Franck, der auch als Antisemitismusbeauftragter der bayerischen Justiz fungiert, teilte dieser Zeitung mit, er habe gemeinsam mit Beamten des Staatsschutzes des Polizeipräsidiums München in einem Vorermittlungsverfahren die neuen Erkenntnisse auf ihre Plausibilität hin geprüft. Der Verdacht gegen die von der Hinweisgeberin genannte Person erscheine »nachvollziehbar«, so der Ermittler.
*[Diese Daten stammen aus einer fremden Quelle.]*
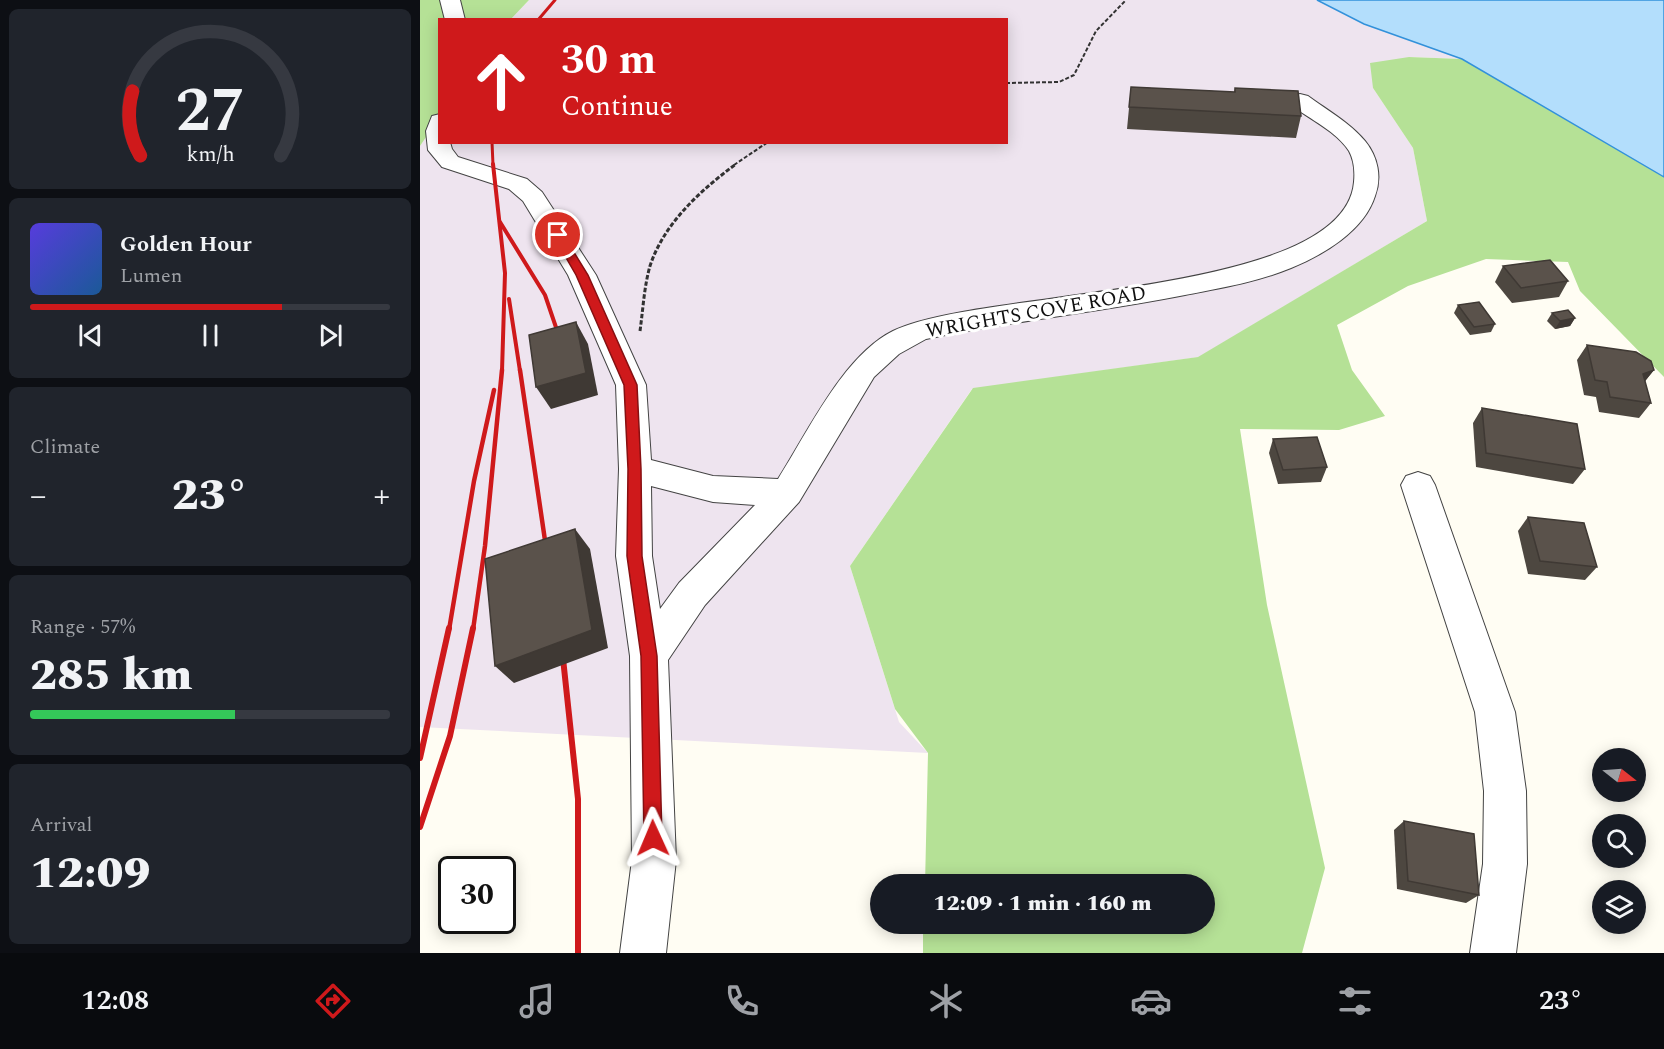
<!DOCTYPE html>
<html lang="en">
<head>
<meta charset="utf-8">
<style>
  body { margin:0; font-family:Spectral,serif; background:#20242c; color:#f1f3f6; height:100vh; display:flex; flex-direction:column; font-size:22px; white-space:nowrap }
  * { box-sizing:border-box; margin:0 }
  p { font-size:20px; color:#9ea1a6 }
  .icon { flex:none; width:33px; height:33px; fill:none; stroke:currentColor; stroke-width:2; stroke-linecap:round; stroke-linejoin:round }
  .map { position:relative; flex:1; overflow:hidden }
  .side { display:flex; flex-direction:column; gap:9px; padding:9px; background:#0d0f14; width:420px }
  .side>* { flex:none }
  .hud { position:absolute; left:18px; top:18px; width:570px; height:126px; border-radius:0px; box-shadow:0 3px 15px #0003; background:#cf191b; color:#fff; overflow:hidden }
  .needle { width:39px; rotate:107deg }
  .tools { position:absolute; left:1172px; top:748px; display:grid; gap:12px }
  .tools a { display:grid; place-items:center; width:54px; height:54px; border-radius:50%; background:#171b24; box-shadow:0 3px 15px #0003; font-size:30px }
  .speed { position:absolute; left:18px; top:856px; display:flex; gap:12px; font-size:30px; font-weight:700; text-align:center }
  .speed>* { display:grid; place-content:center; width:78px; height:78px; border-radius:50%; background:#171b24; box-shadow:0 3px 15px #0003; line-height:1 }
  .speed .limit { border:3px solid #111; border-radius:9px; background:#fff; color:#111 }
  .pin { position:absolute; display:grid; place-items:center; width:51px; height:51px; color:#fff; margin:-26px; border:3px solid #fff; border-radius:50%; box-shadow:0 2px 6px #0007 }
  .me { position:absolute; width:66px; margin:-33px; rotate:359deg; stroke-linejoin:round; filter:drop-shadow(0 0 4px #0008) }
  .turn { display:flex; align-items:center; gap:21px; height:126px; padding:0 24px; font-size:27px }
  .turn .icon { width:78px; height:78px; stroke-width:2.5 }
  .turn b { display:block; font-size:42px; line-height:51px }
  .big { font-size:45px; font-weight:800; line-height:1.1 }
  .side .card { flex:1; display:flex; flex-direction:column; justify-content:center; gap:9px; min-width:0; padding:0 21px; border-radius:9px; background:#20242c }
  .side .dial { align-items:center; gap:0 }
  .dial svg { height:156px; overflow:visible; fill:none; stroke:#363941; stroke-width:7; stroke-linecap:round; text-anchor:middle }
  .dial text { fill:#f1f3f6; stroke:none }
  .song { display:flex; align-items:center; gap:18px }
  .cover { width:72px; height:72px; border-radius:9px; background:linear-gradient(135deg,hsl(250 70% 55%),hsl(210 70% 35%)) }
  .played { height:6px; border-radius:3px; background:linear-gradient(90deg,#cf191b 70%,#363941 70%) }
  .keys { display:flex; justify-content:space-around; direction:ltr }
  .heat { display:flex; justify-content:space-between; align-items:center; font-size:33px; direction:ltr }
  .charge { height:9px; border-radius:4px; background:linear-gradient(90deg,#34c759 57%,#363941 0) }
  .trip { position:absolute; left:450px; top:874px; width:345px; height:60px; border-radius:30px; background:#171b24; box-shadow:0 3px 15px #0003; font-weight:800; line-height:60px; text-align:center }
  .tab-bar { display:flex; height:96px; justify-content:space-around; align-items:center; background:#090b0e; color:#9ea1a6 }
  .tab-bar .icon { width:42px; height:42px }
  .tab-bar .active { color:#cf191b }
  .tab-bar b { font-size:27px; color:#f1f3f6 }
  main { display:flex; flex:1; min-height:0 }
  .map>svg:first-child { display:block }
  .industrial { fill:#eee4ef }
  .forest { fill:#b5e196 }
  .water { fill:#b3defc; stroke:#3291da; stroke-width:1.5 }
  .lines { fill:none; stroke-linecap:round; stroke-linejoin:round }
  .minor-casing { stroke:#434343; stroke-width:2 }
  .path-far1 { stroke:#323232; stroke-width:2; stroke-dasharray:4 2; stroke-linecap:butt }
  .path { stroke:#323232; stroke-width:3; stroke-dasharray:4.5 2; stroke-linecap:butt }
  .minor { fill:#fff; fill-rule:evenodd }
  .rail-far3 { stroke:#cf191b; stroke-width:3 }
  .rail-far2 { stroke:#cf191b; stroke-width:4 }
  .rail-far1 { stroke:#cf191b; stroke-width:4.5 }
  .rail { stroke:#cf191b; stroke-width:6 }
  .wall { fill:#4d4740 }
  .shaded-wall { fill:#3f3934 }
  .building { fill:#5a524b; stroke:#3f3934; stroke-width:1.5 }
  .route { fill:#cf191b; stroke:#871012; stroke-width:1.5 }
  .labels { text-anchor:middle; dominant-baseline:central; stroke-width:6; stroke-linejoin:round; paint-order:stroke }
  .street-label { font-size:20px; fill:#101010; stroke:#fff }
</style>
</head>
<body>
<main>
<section class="side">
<div class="card dial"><svg viewBox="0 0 100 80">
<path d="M14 69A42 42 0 1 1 86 69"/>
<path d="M14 69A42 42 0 0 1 10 36" stroke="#cf191b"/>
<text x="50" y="56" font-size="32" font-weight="700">27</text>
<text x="50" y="72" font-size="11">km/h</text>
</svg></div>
<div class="card">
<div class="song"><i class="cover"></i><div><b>Golden Hour</b><p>Lumen</p></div></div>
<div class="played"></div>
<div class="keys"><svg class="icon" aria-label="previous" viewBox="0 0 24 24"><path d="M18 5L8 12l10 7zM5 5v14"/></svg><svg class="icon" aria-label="pause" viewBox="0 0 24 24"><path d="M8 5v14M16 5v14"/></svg><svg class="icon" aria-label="next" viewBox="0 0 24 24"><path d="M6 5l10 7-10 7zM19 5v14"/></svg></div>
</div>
<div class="card"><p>Climate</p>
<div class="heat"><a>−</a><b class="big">23°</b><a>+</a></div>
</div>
<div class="card"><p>Range · 57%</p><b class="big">285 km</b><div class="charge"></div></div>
<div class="card"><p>Arrival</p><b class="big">12:09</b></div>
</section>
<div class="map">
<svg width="1244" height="953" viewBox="0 0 1244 953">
  <rect width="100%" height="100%" fill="#fffdf3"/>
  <path class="industrial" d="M109 0H897L944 24 1042 59 989 57 953 88 993 148 1007 221 779 357 552 389 430 566 479 722 508 753 0 727V146L19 118 20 142H586V20L91 19Z"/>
  <g class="forest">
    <path d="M0 0H109L91 19 20 20 19 118 0 146Z"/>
    <path d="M989 57 1042 59 1244 177V377L1160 291 1148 262 1066 259 988 286 917 325 932 370 965 416 919 430 820 429 847 605 905 868 882 953H503V924H784V885H505L508 753 475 709 430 566 553 388 778 357 1007 221 993 148 953 88 950 63Z"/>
  </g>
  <path class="water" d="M897 0H1244V177L1042 59 944 24Z"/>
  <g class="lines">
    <defs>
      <g id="minor">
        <path d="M20 0H40L45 20H25Z"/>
        <path d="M880 94 888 96C907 110 930 123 945 141 958 157 962 177 955 196 944 231 903 255 871 268 837 282 801 288 765 295 679 312 592 321 506 339L479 354 454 377 379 502 285 605 248 660 256 860 246 953H200L212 860 210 656 196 556 199 469 196 385 148 275 103 201 89 189 22 167 8 150 6 131 12 116 20 114V142H30L32 149 38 157 107 179 122 192 176 275 226 385 231 460 293 476 358 479C388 432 423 356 473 331 558 288 924 298 934 182 935 172 934 160 929 151 917 132 890 119 872 106L869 101 872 96ZM231 486 293 502 335 505 259 583 240 609 232 556Z"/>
        <path d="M998 472 1010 476 1015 485 1095 712 1106 791 1107 864 1096 953H1050L1063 864 1064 791 1055 712 981 485 986 476Z"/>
      </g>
    </defs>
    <use href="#minor" class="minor-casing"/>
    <g class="path-far1">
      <path d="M586 83 639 82 654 75 676 31 706 0"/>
      <path d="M314 165 348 142"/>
    </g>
    <path class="path" d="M220 331C223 310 224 287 230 266 244 223 281 190 316 164"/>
    <use href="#minor" class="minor"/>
    <g class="rail-far3">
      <path d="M118 20 135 0"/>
      <path d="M72 142 73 165"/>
    </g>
    <g class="rail-far2">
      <path d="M73 164 85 273 82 371"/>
      <path d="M80 222 125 295 142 345"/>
      <path d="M89 299 100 371"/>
    </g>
    <g class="rail-far1">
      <path d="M100 370 127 554"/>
      <path d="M29 630 54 481 74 390"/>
      <path d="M53 630 65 546 82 370"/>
    </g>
    <g class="rail">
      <path d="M142 649 158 799V953"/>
      <path d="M0 758 29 628"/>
      <path d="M0 827 30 736 53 628"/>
    </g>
  </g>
  <g class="wall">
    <path d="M711 87 814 92 815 88 881 116 876 138 707 129Z"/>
    <path d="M1083 266 1148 281 1139 297 1092 303 1075 282Z"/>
    <path d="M1038 305 1075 324 1071 332 1050 335 1034 313Z"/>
    <path d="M1132 313 1155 318 1150 326 1135 329 1127 321Z"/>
    <path d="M1167 345 1234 370 1225 381 1231 403 1219 418 1179 412 1176 397 1164 395 1157 360Z"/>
    <path d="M1062 408 1165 469 1153 484 1056 467 1053 423Z"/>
    <path d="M853 439 907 467 901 482 858 484 849 453Z"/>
    <path d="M1108 517 1177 567 1165 580 1108 574 1098 531Z"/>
    <path d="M984 821 1059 895 1046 903 977 889 974 830Z"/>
  </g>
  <g class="shaded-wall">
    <path d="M1155 318 1150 326 1135 329 1140 321Z"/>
    <path d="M156 322 168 344 178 395 131 409 116 387Z"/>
    <path d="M1234 370 1222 385 1223 374Z"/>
    <path d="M155 529 170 549 188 648 94 683 75 666Z"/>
  </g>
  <g class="building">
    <path d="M711 87 815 92V88L878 91 881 116 709 107Z"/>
    <path d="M1130 260 1148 281 1101 288 1083 266Z"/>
    <path d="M1059 302 1075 324 1054 327 1038 305Z"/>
    <path d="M1148 310 1155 318 1140 321 1132 313Z"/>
    <path d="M156 322 166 373 116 387 109 335Z"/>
    <path d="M1167 345 1216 352 1231 361 1234 370 1223 374 1231 403 1190 397 1187 382 1175 380Z"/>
    <path d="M1062 408 1157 424 1165 469 1066 453Z"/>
    <path d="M897 437 907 467 863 470 853 439Z"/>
    <path d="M1108 517 1164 523 1177 567 1120 561Z"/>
    <path d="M155 529 172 630 75 666 65 559Z"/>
    <path d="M984 821 1054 834 1059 895 988 881Z"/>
  </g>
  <path class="route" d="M138 232 142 233 168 275 217 385 221 469 222 556 237 656 242 838 239 844 233 847 227 844 224 838 221 656 207 556 208 469 204 385 156 275 133 235Z"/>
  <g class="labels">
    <g class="street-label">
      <text transform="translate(616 312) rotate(-10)">WRIGHTS COVE ROAD</text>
    </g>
  </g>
</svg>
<div class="tools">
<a><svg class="needle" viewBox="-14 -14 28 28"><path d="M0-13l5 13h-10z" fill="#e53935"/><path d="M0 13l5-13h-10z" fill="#9ea1a6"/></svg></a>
<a><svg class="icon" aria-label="search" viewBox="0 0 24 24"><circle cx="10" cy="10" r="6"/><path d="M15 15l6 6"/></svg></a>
<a><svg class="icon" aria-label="layers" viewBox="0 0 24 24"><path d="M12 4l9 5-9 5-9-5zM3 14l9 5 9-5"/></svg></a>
</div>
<div class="speed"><div class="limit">30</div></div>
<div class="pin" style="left:138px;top:235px;background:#d93025"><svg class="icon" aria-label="arrive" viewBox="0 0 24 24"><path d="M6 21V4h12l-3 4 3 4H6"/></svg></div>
<svg class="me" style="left:233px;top:838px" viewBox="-20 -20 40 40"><path d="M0-17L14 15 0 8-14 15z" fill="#cf191b" stroke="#fff" stroke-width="4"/></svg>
<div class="trip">12:09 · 1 min · 160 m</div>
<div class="hud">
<div class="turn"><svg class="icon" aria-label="ahead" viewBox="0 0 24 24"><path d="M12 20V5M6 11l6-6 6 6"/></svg><div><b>30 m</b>Continue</div></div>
</div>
</div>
</main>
<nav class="tab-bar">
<b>12:08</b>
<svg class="icon active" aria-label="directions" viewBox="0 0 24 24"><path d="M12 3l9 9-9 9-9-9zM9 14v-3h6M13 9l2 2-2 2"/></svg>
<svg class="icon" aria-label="music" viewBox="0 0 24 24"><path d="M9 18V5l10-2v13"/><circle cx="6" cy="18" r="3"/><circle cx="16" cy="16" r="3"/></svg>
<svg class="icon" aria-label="phone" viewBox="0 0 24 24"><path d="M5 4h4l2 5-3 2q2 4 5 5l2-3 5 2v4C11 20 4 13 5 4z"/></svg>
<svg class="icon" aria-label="climate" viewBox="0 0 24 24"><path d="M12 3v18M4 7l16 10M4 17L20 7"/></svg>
<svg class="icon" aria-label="car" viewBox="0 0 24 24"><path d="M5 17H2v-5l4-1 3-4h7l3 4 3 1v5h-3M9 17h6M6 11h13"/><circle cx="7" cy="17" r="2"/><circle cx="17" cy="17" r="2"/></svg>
<svg class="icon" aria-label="filters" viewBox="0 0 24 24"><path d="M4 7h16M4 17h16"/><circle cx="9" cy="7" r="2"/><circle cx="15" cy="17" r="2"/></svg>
<b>23°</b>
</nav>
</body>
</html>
Die Generalstaatsanwaltschaft München habe ein Ermittlungsverfahren eröffnet, obwohl die verdächtige Person bereits verstorben sei, so Franck weiter. Ziel der Ermittlungen sei in erster Linie die Klärung der Täterschaft der verdächtigten Person, insbesondere die mögliche Motiv für den Brandanschlag. Zur verdächtigten Person wollte Franck zunächst aber keine weiteren Angaben machen.
»Wenn sich dabei Hinweise auf noch lebende Tatbeteiligte ergeben sollten, wird auch dem nachgegangen«, erklärte der Oberstaatsanwalt auf Nachfrage dieser Zeitung. Grund sei die Schwere des Verbrechens. »In einer langen Reihe von Anschlägen gegen Juden nach 1945 war dies einer der schlimmsten«, so Franck. »Es ist Aufgabe von Justiz und Polizei, hier soweit als möglich aufzuklären – auch wenn der mögliche Täter bereits verstorben ist.«
Das Altenheim befand sich im damaligen Gemeindezentrum der IKG in der Reichenbachstraße. Brennendes Benzin im Flur hatte den Opfern den Fluchtweg versperrt. Zum Zeitpunkt des Anschlags, der zu Beginn des Schabbat stattfand, waren rund 50 Menschen in dem Gebäudekomplex. Neben den sieben Todesopfern wurden weitere 15 Personen verletzt.
Bei der Trauerfeier für die Toten gelobten der damalige Bundeskanzler Willy Brandt (SPD) und sein Innenminister Hans-Dietrich Genscher (FDP), alles zu tun, um den Fall aufzuklären. »Sie alle, die Sie heute hier sind, sind Zeugen dieses Versprechens«, sagte Genscher damals.
Vor einigen Jahren hatte die Bundesanwaltschaft in Karlsruhe den Fall an sich gezogen, die Ermittlungen dann aber vorläufig eingestellt. Nun wurde offenbar der Weg für neue Ermittlungen durch die Generalstaatsanwaltschaft in München frei gemacht. (mit dpa)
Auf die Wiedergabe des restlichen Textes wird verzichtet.